Together the young women find themselves in the mecha laboratory, watching as living animals, adorably ugly little gremlins. are experimented upon and having their parts amputated in order for the owner of the Arena to build a newer, bigger and even more deadly gremlin/mecha warrior to replace the one that Alonzo Garret stole.

All Tatiana seems to see is a way to be the center of everyone’s attention, by becoming the first female mecha rider.

All Rivka sees is a whole laboratory full of living, breathing, feeling, intelligent little animals, who are being sadistically tortured in order to create an even bigger, more intelligent and more feeling gremlin/mecha hybrid, one whose only fate is to die in that Arena.

But not if Rivka, with some surprising help from Tatiana, can find a way to bring it all down, and soon.

Escape Rating B+: This story is short, but packs a satisfying wallop at the end. However, there’s a bit of a stutter in the middle.

The plot that Rivka hatches, with the help of her grandmother Viola and the reluctant assistance of Tatiana, is actually quite clever.

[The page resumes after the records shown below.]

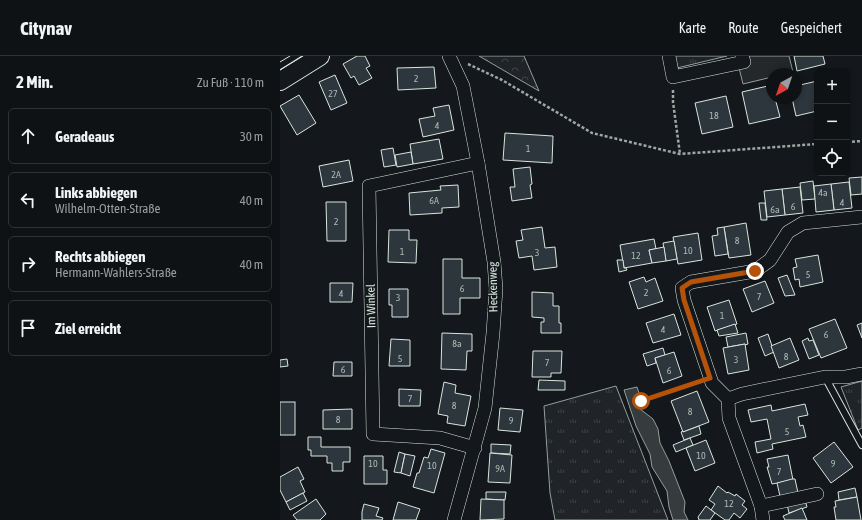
<!DOCTYPE html>
<html lang="de">
<head>
<meta charset="utf-8">
<style>
	:root { --surface:#0f1215; --page:#1d2022; --text:#f1f3f6; --muted:#9b9ea0; --line:#2f3234 }
	body { margin:0; font-family:"Asap Condensed",sans-serif; background:var(--page); color:var(--text) }
	.controls { position:absolute; right:12px; top:12px; display:grid; overflow:hidden; border-radius:6px; box-shadow:0 2px 6px #0003 }
	.controls button { width:36px; height:36px; display:grid; place-items:center; padding:0; border:0; border-bottom:1px solid var(--line); background:var(--surface); color:var(--text); font:20px sans-serif }
	.compass { position:absolute; left:486px; top:12px; width:36px; height:36px; border-radius:50%; background:var(--surface); box-shadow:0 2px 6px #0003; rotate:220deg }
	.stop { position:absolute; width:12px; height:12px; margin:-9px; border:3px solid #b45309; border-radius:50%; background:#fff }
	.stop.end { background:#b45309; border-color:#fff; box-shadow:0 1px 4px #0008 }
	.list { margin:0; padding:0; list-style:none }
	h2 { display:flex; justify-content:space-between; align-items:center; height:52px; margin:0; padding:0 16px; font-size:17px }
	h2 small { font-size:13px; font-weight:400; color:var(--muted) }
	.list li { display:grid; grid-template-columns:26px 1fr auto; gap:12px; align-items:center; box-sizing:border-box; height:56px; margin:0 8px 8px; padding:0 8px; border:1px solid var(--line); border-radius:6px }
	.list b { display:block; font-size:15px; white-space:nowrap }
	.list p { margin:0; font-size:13px; white-space:nowrap; color:var(--muted) }
	.list em { font-size:13px; font-style:normal; color:var(--muted) }
	.icon { flex:none; width:22px; height:22px; fill:none; stroke:currentColor; stroke-width:2; stroke-linecap:round; stroke-linejoin:round }
	.map { position:relative; flex:none; width:582px; height:464px; overflow:hidden }
	header { display:flex; align-items:center; gap:24px; box-sizing:border-box; height:56px; padding:0 20px; background:var(--surface); border-bottom:1px solid var(--line) }
	header strong { font-size:19px }
	nav { display:flex; gap:22px; margin-inline-start:auto; font-size:14px }
	main { display:flex }
	aside { flex:1; background:var(--surface) }
	.map>svg:first-child { display:block }
</style>
</head>
<body>
<header>
<strong>Citynav</strong>
<nav><a>Karte</a><a>Route</a><a>Gespeichert</a></nav>
</header>
<main>
<aside>
<h2>2 Min.<small>Zu Fuß · 110 m</small></h2>
<ul class="list">
<li><svg class="icon" aria-label="ahead" viewBox="0 0 24 24"><path d="M12 20V5M6 11l6-6 6 6"/></svg><div><b>Geradeaus</b></div><em>30 m</em></li>
<li><svg class="icon" aria-label="left" viewBox="0 0 24 24"><path d="M17 20v-9H6M10 6l-5 5 5 5"/></svg><div><b>Links abbiegen</b><p>Wilhelm-Otten-Straße</p></div><em>40 m</em></li>
<li><svg class="icon" aria-label="right" viewBox="0 0 24 24"><path d="M7 20v-9h11M14 6l5 5-5 5"/></svg><div><b>Rechts abbiegen</b><p>Hermann-Wahlers-Straße</p></div><em>40 m</em></li>
<li><svg class="icon" aria-label="arrive" viewBox="0 0 24 24"><path d="M6 21V4h12l-3 4 3 4H6"/></svg><div><b>Ziel erreicht</b></div></li>
</ul>
</aside>
<div class="map">
<svg width="582" height="464" viewBox="0 0 582 464">
	<defs>
		<pattern id="grass-tufts" width="24" height="20" patternUnits="userSpaceOnUse"><rect width="24" height="20" fill="#202428"/><path d="M3 7l-1-3M5 7V3M7 7l1-3M15 17l-1-3M17 17v-4M19 17l1-3" fill="none" stroke="#404447"/></pattern>
		<pattern id="forest-crowns" width="20" height="18" patternUnits="userSpaceOnUse"><rect width="20" height="18" fill="#202428"/><path d="M2 6a3 3 0 1 1 6 0M12 15a3 3 0 1 1 6 0" fill="none" stroke="#404447"/></pattern>
	</defs>
	<rect width="100%" height="100%" fill="#14181c"/>
	<g fill="url(#grass-tufts)" stroke="#939e99">
		<path d="M394,0H447L397,12Z"/>
		<path d="M582,325V372L578,374L561,331Z"/>
		<path d="M336,330L388,464H275L270,437L264,350Z"/>
	</g>
	<path fill="url(#forest-crowns)" stroke="#939e99" d="M199,0H244L259,35Z"/>
	<path fill="#24282b" stroke="#939e99" d="M456,0H509L513,16L504,18H492V21L463,28Z"/>
	<path fill="#363b3e" stroke="#939e99" d="M357,331L359,337L355,341L360,353L373,363L378,373L380,387L389,405L405,446L404,456L408,464H393L389,451L387,435L372,411L370,398L356,370L344,334Z"/>
	<g fill="#2c363c" stroke="#d8e6dc">
		<path d="M77,0H85L90,10L86,12L92,22L79,29L74,20L71,22L63,8Z"/>
		<path d="M514,0H543L545,8L517,15Z"/>
		<path d="M154,11L156,32L118,34L117,12Z"/>
		<path d="M55,19L67,47L51,54L39,26Z"/>
		<path d="M537,25V55L516,60L512,42H516V30Z"/>
		<path d="M492,29V42H495L500,61L469,68L462,36Z"/>
		<path d="M19,39L36,67L17,79L0,50Z"/>
		<path d="M446,40L453,71L422,78L415,47Z"/>
		<path d="M169,49L174,74L143,81L139,63L155,60L153,52Z"/>
		<path d="M225,77L273,80L272,107L223,104Z"/>
		<path d="M159,83L163,103L133,108L130,88Z"/>
		<path d="M113,92L116,109L104,111L101,94Z"/>
		<path d="M131,96L133,108L117,111L115,99Z"/>
		<path d="M69,104L73,125L43,131L39,110Z"/>
		<path d="M250,111L252,128L250,129L252,142L232,145L230,131H235L233,113Z"/>
		<path d="M582,121V138L571,139L569,122Z"/>
		<path d="M533,125L535,143L522,144L520,127Z"/>
		<path d="M569,126L572,152L554,154L551,128Z"/>
		<path d="M551,128L554,154L536,156L534,130Z"/>
		<path d="M178,129L179,151L162,152V157L130,159L129,137L161,134L160,130Z"/>
		<path d="M520,131L523,157L505,159L502,133Z"/>
		<path d="M502,133L505,159L487,161L484,135Z"/>
		<path d="M46,146H66V185H47Z"/>
		<path d="M479,147H485L487,164H481Z"/>
		<path d="M466,167L471,199L449,202L444,171Z"/>
		<path d="M262,171L265,192L275,191L277,211L254,214L252,200L239,202L236,185L243,184L241,174Z"/>
		<path d="M444,171L448,198L435,200L432,180L438,179L437,172Z"/>
		<path d="M109,174H129V184H137L136,207L108,206Z"/>
		<path d="M418,177L422,204L398,208L393,181Z"/>
		<path d="M374,183L376,193L369,194L372,207L344,212L340,189Z"/>
		<path d="M394,185L397,203L386,205L383,187Z"/>
		<path d="M384,191L386,205L372,207L369,194Z"/>
		<path d="M538,199L543,226L520,231L519,223L515,224L513,212L517,211L515,203Z"/>
		<path d="M163,203H182V222H200V242H180V258H163Z"/>
		<path d="M337,204H343L344,212H346L347,214L339,216Z"/>
		<path d="M507,219L515,239L505,240L498,222Z"/>
		<path d="M364,221L366,226L375,222L383,245L358,253L349,226Z"/>
		<path d="M485,225L494,247L472,256L463,233Z"/>
		<path d="M50,227H73L72,246H50Z"/>
		<path d="M109,233H128V261H112V249H109Z"/>
		<path d="M252,236L273,237V250H279V267H281V277H261V266H264V262L252,261Z"/>
		<path d="M449,244L457,268L435,275L427,251Z"/>
		<path d="M394,258L401,279L373,287L366,267Z"/>
		<path d="M555,263L567,292L541,302L529,273Z"/>
		<path d="M582,267V282L577,269Z"/>
		<path d="M455,268L458,277L439,280L437,274Z"/>
		<path d="M162,277L192,278V295H187L186,314L161,313Z"/>
		<path d="M466,277L468,288L465,289V288L448,291L446,281Z"/>
		<path d="M488,278L494,296L485,300L478,282Z"/>
		<path d="M510,282L519,304L499,312L491,290Z"/>
		<path d="M528,282L529,285L533,284L539,299L529,303L522,285Z"/>
		<path d="M111,283L130,284V310H109Z"/>
		<path d="M465,288L469,314L448,318L443,292Z"/>
		<path d="M383,292L385,299L375,302L376,307L367,310L363,298Z"/>
		<path d="M253,295H282L281,317H271V321H252Z"/>
		<path d="M394,296L402,320L383,327L375,302Z"/>
		<path d="M7,303L8,310L0,311V304Z"/>
		<path d="M54,306H72V320H53Z"/>
		<path d="M259,324L285,325V334H258Z"/>
		<path d="M164,326L176,329L175,337L191,340L185,370L167,367L168,360L158,358Z"/>
		<path d="M119,333L141,334L140,350H119Z"/>
		<path d="M417,335L429,366L403,376L391,345Z"/>
		<rect x="0" y="346" width="15" height="33"/>
		<path d="M525,348L528,359L518,361L520,370L523,369L526,381L492,388L493,393L477,397L475,386L491,383L487,363L471,366L468,354L491,349L492,355Z"/>
		<path d="M220,352L243,354L240,376L218,374Z"/>
		<path d="M72,353V373H43V354Z"/>
		<path d="M419,370L421,378L404,384L401,376L403,375V376Z"/>
		<path d="M28,381H41V391H70V406H63V415H52V407H47V400H31V394H28Z"/>
		<path d="M410,382L413,389L396,396L393,389Z"/>
		<path d="M426,384L435,407L415,415L406,392Z"/>
		<path d="M554,386L573,411L551,427L533,402Z"/>
		<path d="M211,388L231,389L230,398L211,397Z"/>
		<path d="M151,393L165,397L154,437L133,431L137,417H139L144,401L148,402Z"/>
		<path d="M119,396L125,398L121,417L114,416Z"/>
		<path d="M210,397L232,399L230,427L208,426Z"/>
		<path d="M125,398L135,400L130,420L121,417Z"/>
		<path d="M508,399L513,424L492,428L487,411H489L487,403Z"/>
		<path d="M84,400H103V414H107V428H84Z"/>
		<path d="M18,411L24,423L20,425L25,436L6,446L0,434V421Z"/>
		<path d="M512,423H515L518,437L500,440L497,427Z"/>
		<path d="M438,430L447,437L448,436L455,440L456,438L465,445L462,449L467,453L460,462L454,457L449,464H445L431,454L435,448L429,444Z"/>
		<path d="M575,432L577,441L559,444L558,436Z"/>
		<path d="M206,436H226L225,444L206,443Z"/>
		<path d="M23,437L27,445L10,454L6,446Z"/>
		<path d="M577,441L581,464H556L554,451H556L555,445Z"/>
		<path d="M36,443L46,458L40,464H17L13,459Z"/>
		<path d="M201,443L224,444V463L200,464Z"/>
		<path d="M525,444L527,451L509,457L507,448Z"/>
		<path d="M118,446L140,453L136,464H113Z"/>
		<path d="M84,448L99,452L96,460L103,462L102,464H82V456Z"/>
		<path d="M426,450L435,457L430,464H419L418,461Z"/>
		<path d="M522,452L527,464H505L503,460Z"/>
	</g>
	<g fill="none" stroke-linecap="round" stroke-linejoin="round">
		<defs>
			<path id="lane" d="M545,321L582,389"/>
			<g id="street">
				<path d="M169,0L183,30L198,107L214,206L216,233L213,277L205,352L174,464"/>
				<path d="M389,0L393,21L464,6L462,0"/>
				<path d="M448,343L462,338L545,321H566L582,318"/>
				<path d="M195,392L160,382L93,378L89,130L198,107"/>
				<path d="M481,450L537,438"/>
				<path d="M483,464L481,450L449,362L448,343L432,327L404,244L402,232L411,226L475,215L490,204L508,176L523,167L582,161"/>
			</g>
			<path id="secondary" d="M0,25L40,0"/>
		</defs>
		<use href="#lane" stroke="#d8e6dc" stroke-width="8"/>
		<use href="#street" stroke="#d8e6dc" stroke-width="14"/>
		<use href="#secondary" stroke="#d8e6dc" stroke-width="20"/>
		<g stroke="#9da8a2" stroke-width="2.5" stroke-dasharray="3 2" stroke-linecap="butt">
			<path d="M188,8L222,24L312,77L400,98L537,88"/>
			<path d="M393,34V46L400,98"/>
			<path d="M567,86L582,85"/>
			<path d="M361,345L418,326"/>
		</g>
		<use href="#lane" stroke="#14181c" stroke-width="6"/>
		<use href="#street" stroke="#14181c" stroke-width="13"/>
		<use href="#secondary" stroke="#14181c" stroke-width="18"/>
		<g stroke="#d8e6dc" stroke-width="1">
			<path d="M0,6L10,0"/>
			<path d="M0,14L23,0"/>
		</g>
	</g>
	<g fill="none" stroke-linecap="round" stroke-linejoin="round">
		<path stroke="#b45309" stroke-width="5" d="M361,345L430,322L404,244L402,232L411,226L475,215"/>
	</g>
	<g text-anchor="middle" stroke-width="3" stroke-linejoin="round" paint-order="stroke">
		<g font-size="10" fill="#adbab4">
			<text x="136" y="26">2</text>
			<text x="53" y="41">27</text>
			<text x="434" y="63">18</text>
			<text x="157" y="73">4</text>
			<text x="248" y="96">1</text>
			<text x="56" y="122">2A</text>
			<text x="543" y="140">4a</text>
			<text x="154" y="148">6A</text>
			<text x="562" y="150">4</text>
			<text x="513" y="154">6</text>
			<text x="495" y="157">6a</text>
			<text x="56" y="169">2</text>
			<text x="457" y="188">8</text>
			<text x="408" y="198">10</text>
			<text x="122" y="199">1</text>
			<text x="257" y="200">3</text>
			<text x="356" y="203">12</text>
			<text x="528" y="222">5</text>
			<text x="182" y="236">6</text>
			<text x="366" y="240">2</text>
			<text x="61" y="241">4</text>
			<text x="479" y="244">7</text>
			<text x="118" y="245">3</text>
			<text x="442" y="263">1</text>
			<text x="383" y="277">4</text>
			<text x="546" y="282">6</text>
			<text x="177" y="291">8a</text>
			<text x="506" y="304">8</text>
			<text x="120" y="306">5</text>
			<text x="456" y="307">3</text>
			<text x="267" y="310">7</text>
			<text x="63" y="317">6</text>
			<text x="389" y="318">6</text>
			<text x="130" y="346">7</text>
			<text x="174" y="353">8</text>
			<text x="410" y="359">8</text>
			<text x="58" y="367">8</text>
			<text x="231" y="368">9</text>
			<text x="507" y="379">5</text>
			<text x="421" y="403">10</text>
			<text x="93" y="411">10</text>
			<text x="553" y="411">9</text>
			<text x="152" y="413">10</text>
			<text x="220" y="416">9A</text>
			<text x="499" y="419">7</text>
			<text x="449" y="451">12</text>
		</g>
		<g font-size="12" fill="#d8e6dc" stroke="#14181c">
			<text transform="translate(213 231) rotate(-91)" y="4">Heckenweg</text>
			<text transform="translate(91 250) rotate(-91)" y="4">Im Winkel</text>
		</g>
	</g>
</svg>
<div class="controls">
<button>+</button>
<button>−</button>
<button><svg class="icon" aria-label="locate" viewBox="0 0 24 24"><circle cx="12" cy="12" r="6"/><path d="M12 2v4M12 18v4M2 12h4M18 12h4"/></svg></button>
</div>
<svg class="compass" viewBox="-18 -18 36 36"><path d="M0-13l5 13h-10z" fill="#e53935"/><path d="M0 13l5-13h-10z" fill="#9b9ea0"/></svg>
<div class="stop" style="left:361px;top:345px"></div>
<div class="stop end" style="left:475px;top:215px"></div>
</div>
</main>
</body>
</html>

Stealing a mecha is not the answer. As the story makes all too clear, Alonzo Garret’s theft of the one gremlin/mecha warrior has only induced the Arena owner Cody, and all of his competitors, to make larger and more dangerous mecha constructs. And the bigger the mecha, the more little gremlins have to be sacrificed to provide the parts.

Rivka wants to save all the gremlins, the little ones who have lost their limbs or wings, and the great big one who is being trained to be a killer. She can’t steal them all, and she can’t buy them all. Her answer to the problem is ingenious. And successful.

It’s her use of Tatiana as an ally, and Tatiana’s very deliberate use of Rivka, that gave me fits. I like Rivka a lot. She’s self-sufficient and smart, and learned to survive in a school of very hard knocks. She loves her grandmother but just doesn’t know how to be the person her grandmother wants her to be. And she’s an absolutely brilliant mechanist.

Tatiana is a selfish little user throughout the story. As she was in Clockwork Crown. Tatiana is all about Tatiana, and she doesn’t care who she steps on or steps over as long as she gets her way. Where Rivka is a likeable protagonist, Tatiana is absolutely not. That Rivka and her grandmother get Tatiana on board with their plan is amazing. That they do it by creating a role that feeds her narcissism was necessary but still left me wanting to slap Tatiana upside the head with a clue-by-four.

And the ending of Wings of Sorrow and Bone still brought a smile to my face.